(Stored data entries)
[Start of section]

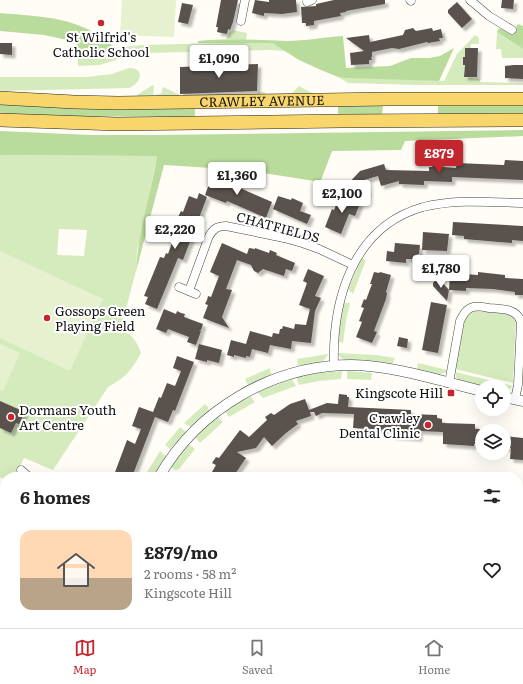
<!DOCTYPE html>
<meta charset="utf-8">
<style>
body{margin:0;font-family:Literata,serif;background:#f6f6f6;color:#222;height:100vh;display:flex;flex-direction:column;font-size:15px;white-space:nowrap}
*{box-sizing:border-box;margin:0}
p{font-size:13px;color:#767676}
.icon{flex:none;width:22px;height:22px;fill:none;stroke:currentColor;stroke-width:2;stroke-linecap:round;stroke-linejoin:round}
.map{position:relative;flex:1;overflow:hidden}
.panel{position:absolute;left:0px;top:472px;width:523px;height:156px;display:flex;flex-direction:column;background:#fff;border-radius:16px 16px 0 0;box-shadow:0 4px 16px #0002}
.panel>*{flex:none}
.buttons{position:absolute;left:475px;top:380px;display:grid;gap:8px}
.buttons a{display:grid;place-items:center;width:36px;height:36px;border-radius:50%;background:#fff;box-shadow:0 4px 16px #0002;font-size:20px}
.price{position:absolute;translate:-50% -34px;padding:0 9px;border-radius:4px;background:#fff;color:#222;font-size:13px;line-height:26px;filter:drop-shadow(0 1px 2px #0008)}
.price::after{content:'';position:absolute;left:50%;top:24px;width:12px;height:9px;margin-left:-6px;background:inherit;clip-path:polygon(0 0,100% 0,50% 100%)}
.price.current{background:#c4262e;color:#fff}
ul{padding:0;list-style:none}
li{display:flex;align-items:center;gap:12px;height:100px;padding:0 20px}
li span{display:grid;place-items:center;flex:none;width:112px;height:80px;border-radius:12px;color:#555}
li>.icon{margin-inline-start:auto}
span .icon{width:48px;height:48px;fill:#fffc;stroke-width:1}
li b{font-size:17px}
h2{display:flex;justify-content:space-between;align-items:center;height:48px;padding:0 20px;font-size:17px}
.dock{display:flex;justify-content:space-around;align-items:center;height:56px;border-top:1px solid #e0e0e0;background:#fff;font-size:11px;color:#767676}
.dock a{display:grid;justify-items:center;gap:2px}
.dock .current{color:#c4262e}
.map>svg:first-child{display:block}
</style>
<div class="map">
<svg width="523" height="628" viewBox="0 0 523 628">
<defs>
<filter id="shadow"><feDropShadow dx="3.5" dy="3.5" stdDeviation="1" flood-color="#0004"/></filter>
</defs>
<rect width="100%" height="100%" fill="#fffdf5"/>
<!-- green -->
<g fill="#d5ebbd" fill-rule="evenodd">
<polygon points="233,30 247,33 246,41 226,39 230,31 232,32"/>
<polygon points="497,32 523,49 523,58 502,58 501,49 496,49"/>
<polygon points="475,35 479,38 479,44 471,44 471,48 465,48 465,57 463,57 463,65 465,65 464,77 480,79 480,82 523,83 523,85 418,85 348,83 338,77 444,81 457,54"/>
<polygon points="264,42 272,43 285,51 270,50 148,53 134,54 100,65 78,66 78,50 86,53 104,54 115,48 142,45"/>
<path d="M129,68C145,67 142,83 129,88L0,91V77H87L112,74Z"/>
<polygon points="154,85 153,95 161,94 163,87 180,95 258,94 259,92 265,92 266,94 292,93 299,86 312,93 312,96 137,98 137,95 151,86"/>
<path d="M0,155L157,156L141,236L137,250L136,271L122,324V330C133,335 137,342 141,353C132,370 125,378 108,387L53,470L24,458L15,477H5V480L0,477ZM59,229L87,230L84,256L57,255Z"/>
<polygon points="362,258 366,260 353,294 348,289"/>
<polygon points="343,303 350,303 346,321 343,343 337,341"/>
<polygon points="476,311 509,314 516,320 513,383 455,369 464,321 467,315"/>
<polygon points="337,353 376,355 395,358 392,365 347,361 341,358"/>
<path d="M328,354C323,366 309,364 298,366L297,359Z"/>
<polygon points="418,363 447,370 446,372 439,375 417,370"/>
<polygon points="270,368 271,376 248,385 245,379"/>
<polygon points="342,371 341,379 319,381 299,385 297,379 298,377 317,373"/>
<polygon points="348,371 372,373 371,380 347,379 347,372"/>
<polygon points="455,372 513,386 509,390 504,391 504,387 485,387 458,380 456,377"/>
<polygon points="292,379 296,386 263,398 258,393 259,391"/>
<polygon points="250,396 255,402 229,417 225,411"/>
<polygon points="205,404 208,407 209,411 191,427 184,423"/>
<polygon points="217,416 223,422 200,443 195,437"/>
<polygon points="180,427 186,432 170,449 165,445"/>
<polygon points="188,444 195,449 179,469 175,470 171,467"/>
<polygon points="160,451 166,456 153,477 144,477"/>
</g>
<!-- forest -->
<g fill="#b9dc9c">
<path d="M0,13C44,17 80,16 115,48C100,56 93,56 78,50L77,42L44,35L0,31Z"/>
<polygon points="518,24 523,26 523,49 497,32 499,28 512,34"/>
<path d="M343,36L346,68L390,66L411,58H429L440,56L454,48L439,81L346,78L338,77L321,70L299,60L272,43H198V41C227,38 257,40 287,41C305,41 324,37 343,36Z"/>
<polygon points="0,103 195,106 195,117 58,116 0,114"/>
<polygon points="523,103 523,115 438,115 438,104"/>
<polygon points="338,105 383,105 382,115 338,115"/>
<path d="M523,130V136L405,141L401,150L332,151L320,183L314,181L244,170L164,165L136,271C138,232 151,194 157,156L0,155V131L91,135H156Z"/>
</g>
<!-- pitch -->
<g fill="#e6f2cf">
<polygon points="122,0 176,0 174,37 120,35"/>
<polygon points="0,251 103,299 70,371 0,338"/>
<polygon points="0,344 20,353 3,391 0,390"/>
</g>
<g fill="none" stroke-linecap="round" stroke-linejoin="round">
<!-- stream -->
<g stroke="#3f96cf" stroke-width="3">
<polyline points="518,616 523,605"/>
<polyline points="512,628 514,623"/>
</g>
</g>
<!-- building -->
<g fill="#5a524d" filter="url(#shadow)">
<polygon points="221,0 238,0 233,22 230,30 228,29 227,34 217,32 218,27 216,27"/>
<polygon points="255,0 269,2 269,0 296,0 297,12 282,14 264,13 264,16 252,13"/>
<polygon points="334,0 385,0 385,4 346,11 346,12 340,13 341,16 314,21 314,25 306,26 306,23 302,23 301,7 316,6 316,4"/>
<polygon points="502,0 514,0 513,9 501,8"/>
<polygon points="457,2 472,19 462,28 448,13 448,10"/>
<polygon points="182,3 193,5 188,24 178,22"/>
<polygon points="413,28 416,31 432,28 433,31 441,29 443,38 439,38 440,41 428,43 427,42 399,49 392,48 372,52 372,57 371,57 372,60 369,60 369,64 351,65 350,53 364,51 346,38 369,35 370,42 403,35 405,30"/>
<polygon points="0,43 12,43 12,55 0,54"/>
<polygon points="465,48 478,48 477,77 464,77 465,65 463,65 463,57 465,57"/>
<polygon points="258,64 257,91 180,94 180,67"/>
<polygon points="514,65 523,65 523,79 505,78 505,66"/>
<polygon points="505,160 523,161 523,180 452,177 452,182 424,181 424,185 399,184 399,181 381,186 378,176 357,182 368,191 362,198 347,185 360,171 384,164 386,170 429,171 429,167 432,167 437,161 443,167 456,168 457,163 504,165"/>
<polygon points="213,173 236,181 235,184 243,187 242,189 272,202 266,218 227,201 226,203 205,195"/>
<polygon points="199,193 207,197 183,260 178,258 157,309 145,304 148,297 144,296 160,257 164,258 166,253 168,254 180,220 177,219 181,211 183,212 189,196 197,199"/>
<polygon points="340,195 360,203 355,216 349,214 341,234 325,227 332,209 334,210"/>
<polygon points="278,196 291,200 292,198 303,203 300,211 311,215 307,224 273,209"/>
<polygon points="453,222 523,226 523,241 512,240 512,243 464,239 464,236 452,235"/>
<polygon points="423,232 449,234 447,251 422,250"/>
<polygon points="222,243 247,254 249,248 255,249 255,248 269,253 270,250 277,253 276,255 295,263 292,271 286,269 284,276 263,269 258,273 254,271 251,265 237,260 226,289 232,290 222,317 229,328 203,318 208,305 205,304 207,300 208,296 211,297 219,276 210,272"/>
<polygon points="395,243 420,245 419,254 417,254 416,259 406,259 406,263 386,261 387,251 394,252"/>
<polygon points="308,269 324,276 315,296 321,298 315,311 311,343 292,341 291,349 270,345 268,353 252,349 250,357 246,356 246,358 234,355 234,357 227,355 231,340 246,344 250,331 272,337 273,333 279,334 280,329 282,329 283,326 294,329 295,324 306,325 310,309 299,305 307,283 303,281"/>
<polygon points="374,272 379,273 380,272 391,275 386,292 387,293 386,299 374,331 377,332 372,343 356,337 362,322 359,321 364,308 361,307 364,299 366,300 372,284 370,284"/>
<polygon points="478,272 505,275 505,278 523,279 523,295 515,295 515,292 493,289 466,288 466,291 449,290 450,273 478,275"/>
<polygon points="438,278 449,290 447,301 433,286 433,283"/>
<polygon points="431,302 447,305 438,353 422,350"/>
<polygon points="164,309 176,314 177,311 181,313 185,314 184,317 203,324 201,330 199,331 201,331 196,345 187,342 189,337 168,329 166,333 156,329"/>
<polygon points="399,337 408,339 407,348 397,346"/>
<polygon points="199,344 222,350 219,363 207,360 207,362 195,359"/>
<polygon points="177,356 194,362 175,411 173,410 168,422 155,417 132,477 118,477 114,475 127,440 135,444 141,429 132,426 139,407 153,412 159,397 161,398 167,383 175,386 181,371 173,368"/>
<polygon points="339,394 347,395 347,397 349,397 348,407 411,410 411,414 437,415 437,418 442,419 442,423 475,424 475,429 482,429 482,445 474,444 474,446 443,444 443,432 419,431 419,438 392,436 392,430 353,428 354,414 322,413 316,416 314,412 310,412 311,416 296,421 298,424 286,433 272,446 264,437 256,448 237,452 246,458 233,477 209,477 216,465 212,463 216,457 219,458 240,430 249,437 267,420 265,417 271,413 274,415 290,404 305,399 309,410 327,403 338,404"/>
<polygon points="0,401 25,412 19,424 16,423 11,433 0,428"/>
<polygon points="504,436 523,438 523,460 510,459 511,448 504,448"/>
</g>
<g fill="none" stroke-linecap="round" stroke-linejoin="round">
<defs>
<g id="minor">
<polyline points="410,0 411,1"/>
<polyline points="470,0 489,16 512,30"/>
<polyline points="307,2 312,0"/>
<polyline points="241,21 245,0"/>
<polyline points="179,287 196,294"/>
<path d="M189,291L209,236C214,228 218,226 226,226L284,238L302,243L319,249L353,265"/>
<path d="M334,366C332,301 352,227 423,207C455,199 490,202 523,203"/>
<path d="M449,383L460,321C463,315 466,309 473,307C478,306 484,307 489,308C501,309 518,308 521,323L518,385L515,399"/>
<polyline points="21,470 29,477"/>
<polyline points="0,552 5,541"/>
<polyline points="518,556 523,554"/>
<polyline points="267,623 268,628"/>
<polyline points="452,628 453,623"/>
</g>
<g id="tertiary">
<polyline points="504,397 523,401"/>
<path d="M159,477C198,409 273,365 352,365C396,366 440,381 482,391"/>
<polyline points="107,628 109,623"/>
</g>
<g id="primary">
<path id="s1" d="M0,98L74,102L118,103L388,99H523"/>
<polyline points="0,120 117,124 341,121 523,120"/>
</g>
</defs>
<!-- minor casing -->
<use href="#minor" stroke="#444" stroke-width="9"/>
<!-- tertiary casing -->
<use href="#tertiary" stroke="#444" stroke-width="11"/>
<!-- primary casing -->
<use href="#primary" stroke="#222" stroke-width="14"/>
<!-- minor -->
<use href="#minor" stroke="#fff" stroke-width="8"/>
<!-- tertiary -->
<use href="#tertiary" stroke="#fff" stroke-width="10"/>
<!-- primary -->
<use href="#primary" stroke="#f9d66b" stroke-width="13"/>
</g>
<!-- markers -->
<g fill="#c4262e" stroke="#fff" stroke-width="1.5">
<circle cx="101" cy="23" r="4"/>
<circle cx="47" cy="318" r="4"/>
<rect x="447" y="389" width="8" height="8" rx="2"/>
<circle cx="11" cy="417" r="4"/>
<circle cx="428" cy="425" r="4"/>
</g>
<g text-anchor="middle" stroke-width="4" stroke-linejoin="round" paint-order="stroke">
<!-- poi labels -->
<g font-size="13" fill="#111" stroke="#fff" text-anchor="start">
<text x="101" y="42" text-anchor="middle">St Wilfrid's<tspan x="101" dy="15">Catholic School</tspan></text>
<text x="55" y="316">Gossops Green<tspan x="55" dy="15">Playing Field</tspan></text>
<text x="443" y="398" text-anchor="end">Kingscote Hill</text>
<text x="19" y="415">Dormans Youth<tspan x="19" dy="15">Art Centre</tspan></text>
<text x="420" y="423" text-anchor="end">Crawley<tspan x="420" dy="15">Dental Clinic</tspan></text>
</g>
<!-- street labels -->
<g font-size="13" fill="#111" stroke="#fff">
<text dy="5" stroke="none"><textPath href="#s1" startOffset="262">CRAWLEY AVENUE</textPath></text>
<text transform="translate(278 227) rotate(15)" y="5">CHATFIELDS</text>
</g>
</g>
</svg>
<div class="buttons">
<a><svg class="icon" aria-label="locate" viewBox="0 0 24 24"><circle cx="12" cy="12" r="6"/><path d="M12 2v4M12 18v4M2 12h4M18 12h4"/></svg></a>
<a><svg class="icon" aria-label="layers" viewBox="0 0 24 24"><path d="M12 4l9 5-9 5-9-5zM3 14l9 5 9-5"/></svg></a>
</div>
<b class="price" style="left:219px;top:79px">£1,090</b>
<b class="price current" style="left:439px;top:174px">£879</b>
<b class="price" style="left:237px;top:196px">£1,360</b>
<b class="price" style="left:342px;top:214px">£2,100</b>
<b class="price" style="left:175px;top:250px">£2,220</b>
<b class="price" style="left:441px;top:289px">£1,780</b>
<section class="panel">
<h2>6 homes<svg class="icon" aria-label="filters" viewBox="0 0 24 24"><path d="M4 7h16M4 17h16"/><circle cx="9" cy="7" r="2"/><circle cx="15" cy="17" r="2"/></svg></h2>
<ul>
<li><span style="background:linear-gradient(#ffd9b3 60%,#b9a48a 0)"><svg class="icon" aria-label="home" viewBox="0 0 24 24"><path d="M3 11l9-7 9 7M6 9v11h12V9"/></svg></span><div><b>£879/mo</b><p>2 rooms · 58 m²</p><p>Kingscote Hill</p></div><svg class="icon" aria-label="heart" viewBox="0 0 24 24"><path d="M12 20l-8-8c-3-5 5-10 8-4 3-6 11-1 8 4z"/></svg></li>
</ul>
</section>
</div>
<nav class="dock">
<a class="current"><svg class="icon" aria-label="map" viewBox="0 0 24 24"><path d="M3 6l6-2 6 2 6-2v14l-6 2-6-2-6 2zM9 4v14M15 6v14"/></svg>Map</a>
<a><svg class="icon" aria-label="saved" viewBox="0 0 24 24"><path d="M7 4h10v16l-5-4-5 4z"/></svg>Saved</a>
<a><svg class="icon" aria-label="home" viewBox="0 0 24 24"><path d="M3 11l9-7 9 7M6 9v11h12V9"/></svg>Home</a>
</nav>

[End of section]

Task to complete:
Copy every line from the entries that contains the word "buttons".

Solution to the exercise:
.buttons{position:absolute;left:475px;top:380px;display:grid;gap:8px}
.buttons a{display:grid;place-items:center;width:36px;height:36px;border-radius:50%;background:#fff;box-shadow:0 4px 16px #0002;font-size:20px}
<div class="buttons">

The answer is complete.